From 3bdeda8f7691e376b1e68762e1b4e090f2c44f4e Mon Sep 17 00:00:00 2001
From: SebastianGer <SebastianGer@users.noreply.github.com>
Date: Wed, 18 Sep 2024 16:18:03 +0200
Subject: [PATCH] SpectralGPT for multi-temporal

* Sets SpectralGPT encoder to monotemporal if UperNetCD is used.

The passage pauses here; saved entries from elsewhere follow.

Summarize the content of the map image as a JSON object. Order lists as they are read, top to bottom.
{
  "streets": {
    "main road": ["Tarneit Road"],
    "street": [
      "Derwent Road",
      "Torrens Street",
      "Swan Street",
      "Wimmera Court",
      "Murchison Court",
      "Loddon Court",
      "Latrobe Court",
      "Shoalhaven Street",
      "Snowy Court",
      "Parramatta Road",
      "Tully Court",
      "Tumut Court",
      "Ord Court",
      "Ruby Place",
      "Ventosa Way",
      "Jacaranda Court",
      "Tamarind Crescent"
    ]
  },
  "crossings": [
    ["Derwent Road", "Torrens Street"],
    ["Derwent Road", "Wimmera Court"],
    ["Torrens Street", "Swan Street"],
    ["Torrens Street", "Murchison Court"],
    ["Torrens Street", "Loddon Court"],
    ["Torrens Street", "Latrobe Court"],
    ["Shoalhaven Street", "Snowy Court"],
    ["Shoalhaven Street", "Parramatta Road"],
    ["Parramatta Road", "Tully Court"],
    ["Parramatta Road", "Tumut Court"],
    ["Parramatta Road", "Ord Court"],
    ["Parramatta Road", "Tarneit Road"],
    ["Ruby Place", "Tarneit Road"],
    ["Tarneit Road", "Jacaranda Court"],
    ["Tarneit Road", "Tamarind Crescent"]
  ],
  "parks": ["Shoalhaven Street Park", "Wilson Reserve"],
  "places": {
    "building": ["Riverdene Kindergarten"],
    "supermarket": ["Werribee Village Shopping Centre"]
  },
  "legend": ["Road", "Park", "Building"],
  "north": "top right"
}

Otherwise, SpectralGPT expects bitemporal input, but the UperNetCD purposefully splits it into mono-temporal images, to compute separate features and then compute the difference between those two feature vectors.

* Moves spectralgpt compatibility ensurance to config-level preprocessing in utils/configs.py

* Reverts most of the changes made to ensure compatibility between SpectralGPT and change detection segmentors, in preparation of using a different strategy to handle this.

* MTUpernet semantic segmentation, treat Spectralgpt as a single temporal model

* Set num_frames=1 for SpectralGPT, instead of potentially using multitemporal inputs. This follows the original SpectralGPT implementation and makes it easier to solve a different problem that occurs when combining SpectralGPT with change detection segmentors.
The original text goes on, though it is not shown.